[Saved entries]

══════

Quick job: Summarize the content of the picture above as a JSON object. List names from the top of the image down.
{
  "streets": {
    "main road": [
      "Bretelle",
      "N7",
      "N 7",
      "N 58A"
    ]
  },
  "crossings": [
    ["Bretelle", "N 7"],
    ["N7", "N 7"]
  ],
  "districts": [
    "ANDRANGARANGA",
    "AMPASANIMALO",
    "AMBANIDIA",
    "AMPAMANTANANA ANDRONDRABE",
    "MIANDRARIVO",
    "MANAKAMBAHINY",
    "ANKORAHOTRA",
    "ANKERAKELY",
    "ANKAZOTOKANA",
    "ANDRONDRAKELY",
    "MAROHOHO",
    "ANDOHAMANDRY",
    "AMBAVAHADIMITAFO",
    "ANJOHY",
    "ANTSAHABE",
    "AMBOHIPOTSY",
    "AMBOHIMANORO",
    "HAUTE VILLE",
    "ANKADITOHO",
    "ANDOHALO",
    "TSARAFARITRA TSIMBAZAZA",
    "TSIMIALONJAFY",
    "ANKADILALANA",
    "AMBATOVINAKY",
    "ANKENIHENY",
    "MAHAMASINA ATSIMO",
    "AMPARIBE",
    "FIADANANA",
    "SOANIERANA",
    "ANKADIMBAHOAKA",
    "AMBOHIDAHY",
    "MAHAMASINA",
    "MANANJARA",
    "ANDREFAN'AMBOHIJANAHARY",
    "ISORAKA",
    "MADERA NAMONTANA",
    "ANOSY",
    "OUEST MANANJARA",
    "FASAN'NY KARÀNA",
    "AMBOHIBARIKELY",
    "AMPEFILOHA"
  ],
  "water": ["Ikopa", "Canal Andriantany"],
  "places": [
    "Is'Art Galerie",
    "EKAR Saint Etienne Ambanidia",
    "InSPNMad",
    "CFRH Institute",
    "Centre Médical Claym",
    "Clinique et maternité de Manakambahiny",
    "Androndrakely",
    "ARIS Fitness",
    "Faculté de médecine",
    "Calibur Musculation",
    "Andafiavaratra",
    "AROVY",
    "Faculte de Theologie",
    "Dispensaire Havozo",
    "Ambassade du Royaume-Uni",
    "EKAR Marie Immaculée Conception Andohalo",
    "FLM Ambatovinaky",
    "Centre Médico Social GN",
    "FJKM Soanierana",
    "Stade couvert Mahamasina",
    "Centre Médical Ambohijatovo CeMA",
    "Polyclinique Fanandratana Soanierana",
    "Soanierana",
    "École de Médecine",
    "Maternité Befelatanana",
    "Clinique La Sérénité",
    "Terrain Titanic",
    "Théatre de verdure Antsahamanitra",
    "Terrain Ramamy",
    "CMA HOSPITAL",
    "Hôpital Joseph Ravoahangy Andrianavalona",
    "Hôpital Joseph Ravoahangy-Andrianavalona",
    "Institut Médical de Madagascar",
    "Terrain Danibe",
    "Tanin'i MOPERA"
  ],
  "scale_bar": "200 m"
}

══════

Required work →
Would you please reproduce all of the lines above exactly?

Answer below →
Quick job: Summarize the content of the picture above as a JSON object. List names from the top of the image down.
{
  "streets": {
    "main road": [
      "Bretelle",
      "N7",
      "N 7",
      "N 58A"
    ]
  },
  "crossings": [
    ["Bretelle", "N 7"],
    ["N7", "N 7"]
  ],
  "districts": [
    "ANDRANGARANGA",
    "AMPASANIMALO",
    "AMBANIDIA",
    "AMPAMANTANANA ANDRONDRABE",
    "MIANDRARIVO",
    "MANAKAMBAHINY",
    "ANKORAHOTRA",
    "ANKERAKELY",
    "ANKAZOTOKANA",
    "ANDRONDRAKELY",
    "MAROHOHO",
    "ANDOHAMANDRY",
    "AMBAVAHADIMITAFO",
    "ANJOHY",
    "ANTSAHABE",
    "AMBOHIPOTSY",
    "AMBOHIMANORO",
    "HAUTE VILLE",
    "ANKADITOHO",
    "ANDOHALO",
    "TSARAFARITRA TSIMBAZAZA",
    "TSIMIALONJAFY",
    "ANKADILALANA",
    "AMBATOVINAKY",
    "ANKENIHENY",
    "MAHAMASINA ATSIMO",
    "AMPARIBE",
    "FIADANANA",
    "SOANIERANA",
    "ANKADIMBAHOAKA",
    "AMBOHIDAHY",
    "MAHAMASINA",
    "MANANJARA",
    "ANDREFAN'AMBOHIJANAHARY",
    "ISORAKA",
    "MADERA NAMONTANA",
    "ANOSY",
    "OUEST MANANJARA",
    "FASAN'NY KARÀNA",
    "AMBOHIBARIKELY",
    "AMPEFILOHA"
  ],
  "water": ["Ikopa", "Canal Andriantany"],
  "places": [
    "Is'Art Galerie",
    "EKAR Saint Etienne Ambanidia",
    "InSPNMad",
    "CFRH Institute",
    "Centre Médical Claym",
    "Clinique et maternité de Manakambahiny",
    "Androndrakely",
    "ARIS Fitness",
    "Faculté de médecine",
    "Calibur Musculation",
    "Andafiavaratra",
    "AROVY",
    "Faculte de Theologie",
    "Dispensaire Havozo",
    "Ambassade du Royaume-Uni",
    "EKAR Marie Immaculée Conception Andohalo",
    "FLM Ambatovinaky",
    "Centre Médico Social GN",
    "FJKM Soanierana",
    "Stade couvert Mahamasina",
    "Centre Médical Ambohijatovo CeMA",
    "Polyclinique Fanandratana Soanierana",
    "Soanierana",
    "École de Médecine",
    "Maternité Befelatanana",
    "Clinique La Sérénité",
    "Terrain Titanic",
    "Théatre de verdure Antsahamanitra",
    "Terrain Ramamy",
    "CMA HOSPITAL",
    "Hôpital Joseph Ravoahangy Andrianavalona",
    "Hôpital Joseph Ravoahangy-Andrianavalona",
    "Institut Médical de Madagascar",
    "Terrain Danibe",
    "Tanin'i MOPERA"
  ],
  "scale_bar": "200 m"
}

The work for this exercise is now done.